Now, after a trip to the Utah Supreme Court, the 25-year-old Murray man's fight to get public funding for defense resources despite having enough money to hire a private attorney has ended in another conundrum. The ruling on Parduhn's case has officials in some Utah cities and counties worried they will be left "financially exposed," and others are concerned about the impact on indigent defense efforts already deemed "chronically underfunded" by a recent ACLU report.

In a 4-1 decision handed down late last month, the state's highest court reversed trial court decisions in three cases of defendants who had hired private defense attorneys but were otherwise determined to be indigent.

"[The ruling] re-establishes what already existed," defense attorney Jonathon Grimes, who represented Parduhn, said, "which was a constitutional right for the poor to have lawyers and a defense."

Parduhn was appointed a public defender but, after receiving a cash gift from his grandmother, decided to hire Grimes, who agreed to take the case at a reduced fee. The money Parduhn paid to his attorney, however, did not cover additional expenses. A 3rd District judge found Parduhn to be indigent, but nevertheless denied public funds to hire the expert, something he would have been afforded had he continued to be represented by the Salt Lake Legal Defender Association.

In its decision, the Utah Supreme Court found that "local governments are statutorily required to provide an indigent defendant with funding for a necessary defense resource, even when the defendant is represented by private counsel."

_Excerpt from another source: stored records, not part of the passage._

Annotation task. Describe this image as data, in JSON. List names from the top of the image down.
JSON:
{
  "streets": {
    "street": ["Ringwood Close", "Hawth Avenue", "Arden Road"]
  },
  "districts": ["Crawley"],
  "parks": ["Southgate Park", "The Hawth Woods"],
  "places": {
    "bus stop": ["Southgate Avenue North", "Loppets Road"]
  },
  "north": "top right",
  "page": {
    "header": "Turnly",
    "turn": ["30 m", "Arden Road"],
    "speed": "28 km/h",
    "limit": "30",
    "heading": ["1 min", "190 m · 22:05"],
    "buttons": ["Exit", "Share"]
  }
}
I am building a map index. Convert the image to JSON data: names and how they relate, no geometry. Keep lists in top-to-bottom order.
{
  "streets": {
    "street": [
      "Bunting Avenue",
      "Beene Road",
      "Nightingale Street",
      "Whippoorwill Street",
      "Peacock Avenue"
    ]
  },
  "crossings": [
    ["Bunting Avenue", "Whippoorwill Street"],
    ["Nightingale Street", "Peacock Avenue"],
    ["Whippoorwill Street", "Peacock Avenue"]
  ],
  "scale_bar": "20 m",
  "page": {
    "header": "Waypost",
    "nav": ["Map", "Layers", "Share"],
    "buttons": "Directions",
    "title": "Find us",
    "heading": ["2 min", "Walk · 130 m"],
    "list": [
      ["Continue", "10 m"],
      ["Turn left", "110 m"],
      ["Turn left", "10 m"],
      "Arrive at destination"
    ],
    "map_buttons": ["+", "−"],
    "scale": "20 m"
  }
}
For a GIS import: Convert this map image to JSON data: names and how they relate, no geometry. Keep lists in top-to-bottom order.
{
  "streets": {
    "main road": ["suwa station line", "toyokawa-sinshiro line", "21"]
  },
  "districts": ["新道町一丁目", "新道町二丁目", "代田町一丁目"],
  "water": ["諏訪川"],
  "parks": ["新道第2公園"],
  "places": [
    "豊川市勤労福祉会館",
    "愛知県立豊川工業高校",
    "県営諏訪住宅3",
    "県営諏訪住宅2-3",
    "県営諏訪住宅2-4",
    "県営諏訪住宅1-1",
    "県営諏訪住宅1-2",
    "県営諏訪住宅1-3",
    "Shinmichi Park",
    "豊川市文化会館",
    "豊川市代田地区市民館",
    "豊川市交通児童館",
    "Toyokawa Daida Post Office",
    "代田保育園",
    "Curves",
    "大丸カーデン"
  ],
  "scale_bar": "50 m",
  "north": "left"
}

Justice Thomas Lee, in dissenting, wrote: "By opting out of the government's designated defense provider, a defendant has likewise lost the resources it provides. That result is the natural consequence of the defendant's choice, and it offends neither the Constitution nor the governing statute."

The ruling has leaders throughout Utah — one of just two states in the country that leaves defense service funding to the individual counties — in a tough spot.

"We have a constitutional duty to protect indigent defendants," Salt Lake County District Attorney Sim Gill said. "But we have just as much responsibility to safeguard the public dollars."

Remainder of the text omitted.